2.2-1 AlgebraActionByMultipliers
‣ AlgebraActionByMultipliers( A, I )( operation )

When \(I\) is an ideal in \(A\) we have seen that the multiplier homomorphism from \(A\) to MultiplierAlgebraOf(Ideal(A,I) is an action.

In the example the algebra is the group ring of the cyclic group \(C_6\) over the field \(GF(5)\). The ideal is generated by \(v = () + (1,3,5)(2,4,6) + (1,5,3)(2,6,4)\). The generator \(r = (1,2,3,4,5,6)\) acts on \(v\) by multiplication to give the vector \(r \cdot v = (1,2,3,4,5,6) + (1,4)(2,5)(3,6) + (1,6,5,4,3,2)\).


gap> A5c6 := GroupRing( GF(5), Group( (1,2,3,4,5,6) ) );;
gap> vecA := BasisVectors( Basis( A5c6 ) );; 
gap> v := vecA[1] + vecA[3] + vecA[5];
(Z(5)^0)*()+(Z(5)^0)*(1,3,5)(2,4,6)+(Z(5)^0)*(1,5,3)(2,6,4)
gap> I5c6 := Ideal( A5c6, [v] );; 
gap> actm := AlgebraActionByMultipliers( A5c6, I5c6 );; 
gap> actm2 := Image( actm, vecA[2] );; 
gap> Image( actm2, v );
(Z(5)^0)*(1,2,3,4,5,6)+(Z(5)^0)*(1,4)(2,5)(3,6)+(Z(5)^0)*(1,6,5,4,3,2)

2.2-2 AlgebraActionBySurjection
‣ AlgebraActionBySurjection( hom )( operation )

Let \(\theta : S \to R\) be a surjective algebra homomorphism such that \(ks = 0_S ~\forall~ k \in K = \ker\theta\).

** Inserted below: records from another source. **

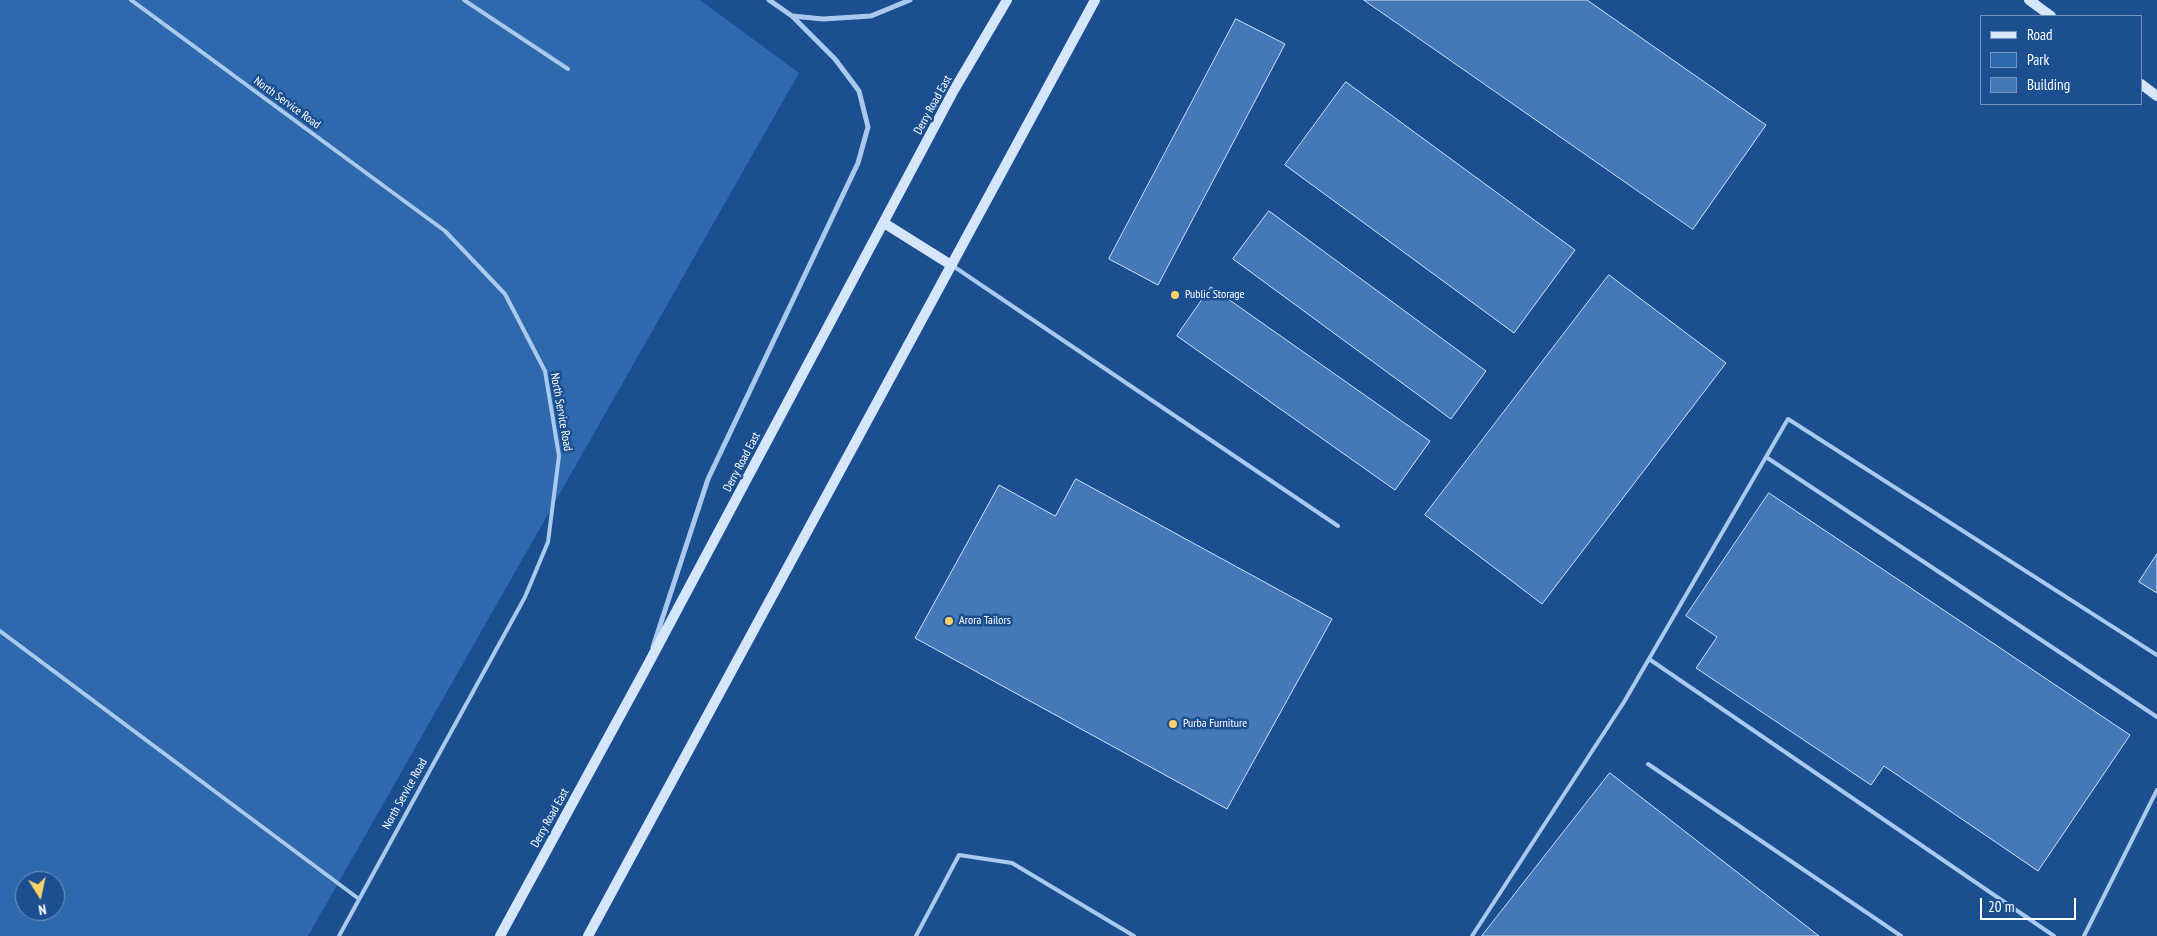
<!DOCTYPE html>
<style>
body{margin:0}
#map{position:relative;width:2157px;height:936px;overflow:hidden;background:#1b4f8f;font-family:"PT Sans Narrow",sans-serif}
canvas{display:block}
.legend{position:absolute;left:1980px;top:15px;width:162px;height:90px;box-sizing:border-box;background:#1b4f8f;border:1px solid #7695bc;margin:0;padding:6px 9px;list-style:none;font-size:15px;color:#fff}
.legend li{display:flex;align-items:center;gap:10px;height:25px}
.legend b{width:25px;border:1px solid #7695bc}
.north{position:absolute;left:15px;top:871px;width:50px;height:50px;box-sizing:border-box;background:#1b4f8f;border:1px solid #7695bc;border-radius:50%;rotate:170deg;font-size:14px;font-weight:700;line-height:20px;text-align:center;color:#fff}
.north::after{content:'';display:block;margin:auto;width:18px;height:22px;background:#ffd166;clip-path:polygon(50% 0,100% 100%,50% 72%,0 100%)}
.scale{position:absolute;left:1980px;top:898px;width:96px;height:22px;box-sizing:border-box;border:2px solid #fff;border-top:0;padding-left:6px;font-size:15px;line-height:18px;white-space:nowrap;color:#fff;-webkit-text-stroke:4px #1b4f8f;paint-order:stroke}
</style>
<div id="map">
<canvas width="2157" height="936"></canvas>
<ul class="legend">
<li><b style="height:6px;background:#d6e6fa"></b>Road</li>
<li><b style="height:14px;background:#2e69ad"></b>Park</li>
<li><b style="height:14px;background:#4478b7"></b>Building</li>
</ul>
<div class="north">N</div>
<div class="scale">20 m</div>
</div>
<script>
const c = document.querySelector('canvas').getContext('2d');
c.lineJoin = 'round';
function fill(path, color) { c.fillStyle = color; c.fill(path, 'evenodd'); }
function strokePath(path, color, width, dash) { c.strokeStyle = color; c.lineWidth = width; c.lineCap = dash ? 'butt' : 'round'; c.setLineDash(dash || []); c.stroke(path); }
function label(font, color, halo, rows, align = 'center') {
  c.font = font + ' "PT Sans Narrow",sans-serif'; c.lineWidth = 5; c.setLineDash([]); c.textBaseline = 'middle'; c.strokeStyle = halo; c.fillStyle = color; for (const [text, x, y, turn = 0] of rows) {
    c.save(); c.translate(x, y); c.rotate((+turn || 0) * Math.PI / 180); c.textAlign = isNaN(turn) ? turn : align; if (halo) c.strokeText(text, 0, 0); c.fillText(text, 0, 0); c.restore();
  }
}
fill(new Path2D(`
 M 0,0 L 700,0 L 799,73 L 308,936 L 0,936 ZM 25,881 L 55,881 L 55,911 L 25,911 Z`), '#2e69ad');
const building = new Path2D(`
 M 1364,0 L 1587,0 L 1766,125 L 1693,229 Z
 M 1236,19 L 1285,44 L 1158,285 L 1109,259 Z
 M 1346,82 L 1575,250 L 1514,333 L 1285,165 Z
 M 1269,211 L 1486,371 L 1451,419 L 1233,259 Z
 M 1609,275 L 1726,363 L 1542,604 L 1425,515 Z
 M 1211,287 L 1430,441 L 1395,490 L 1177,336 Z
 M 1076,479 L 1332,619 L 1227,809 L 915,638 L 999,485 L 1055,516 Z
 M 1769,493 L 2130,735 L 2038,871 L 1884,766 L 1871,785 L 1696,668 L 1717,637 L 1686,616 Z
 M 2157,554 L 2157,593 L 2139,582 Z
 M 1610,773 L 1819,936 L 1482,936 Z`);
fill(building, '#4478b7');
strokePath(building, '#cfe3fa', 1);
strokePath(new Path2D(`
 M 131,0 L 445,231 L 505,294 L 545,371 L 559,456 L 548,542 L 525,597 L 339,936
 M 464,0 L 568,69
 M 953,266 L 1338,526
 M 1766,457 L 2157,717
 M 0,631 L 359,899
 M 1649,659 L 2054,936
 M 1648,764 L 1901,936
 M 916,936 L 959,855 L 1012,863 L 1134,936
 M 1472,936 L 1624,702 L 1788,419 L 2157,655
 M 2084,936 L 2157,790`), '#a9c9ee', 4);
strokePath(new Path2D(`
 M 769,0 L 792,16 L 823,19 L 871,16 L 910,0
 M 653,647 L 708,479 L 858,163 L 868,127 L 859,91 L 835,59 L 792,16`), '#a9c9ee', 5);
strokePath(new Path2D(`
 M 2029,0 L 2051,16
 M 2141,84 L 2157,96
 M 884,223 L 951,265
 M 500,936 L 645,670 L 954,90 L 1007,0
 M 588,936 L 1095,0`), '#d6e6fa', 10);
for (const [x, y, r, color] of [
 [1175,295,5,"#ffd166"],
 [949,621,5,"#ffd166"],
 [1173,724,5,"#ffd166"]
]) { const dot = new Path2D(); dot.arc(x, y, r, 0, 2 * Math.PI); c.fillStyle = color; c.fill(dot); strokePath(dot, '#1b4f8f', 2); }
label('12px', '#fff', '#1b4f8f', [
 ["North Service Road",287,103,36],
 ["Derry Road East",933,105,-61],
 ["North Service Road",561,412,80],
 ["Derry Road East",742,462,-62],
 ["North Service Road",405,794,-61],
 ["Derry Road East",550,818,-61]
]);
label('12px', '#fff', '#1b4f8f', [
 ["Public Storage",1185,295],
 ["Arora Tailors",959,621],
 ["Purba Furniture",1183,724]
], 'left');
</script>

Then \(R\) acts on \(S\) with \(r \cdot s = (\theta^{-1}r)s\). Note that thus action is well defined since if \(\theta p = r\) then \(\theta^{-1}r = \{ p+k ~|~ k \in \ker\theta \}\) and \((p+k)s = ps+ks = ps+0\).

Continuing with the previous example, we construct the quotient algebra \(Q5c6 = A5c6/I5c6\), and the natural homomorphism \(\theta : A5c6 \to Q5c6\). The kernel of \(\theta\) is not contained in the annihilator of \(A5c6\), so an attempt to form the action fails.

An alternative example involves a single-generator matrix algebra.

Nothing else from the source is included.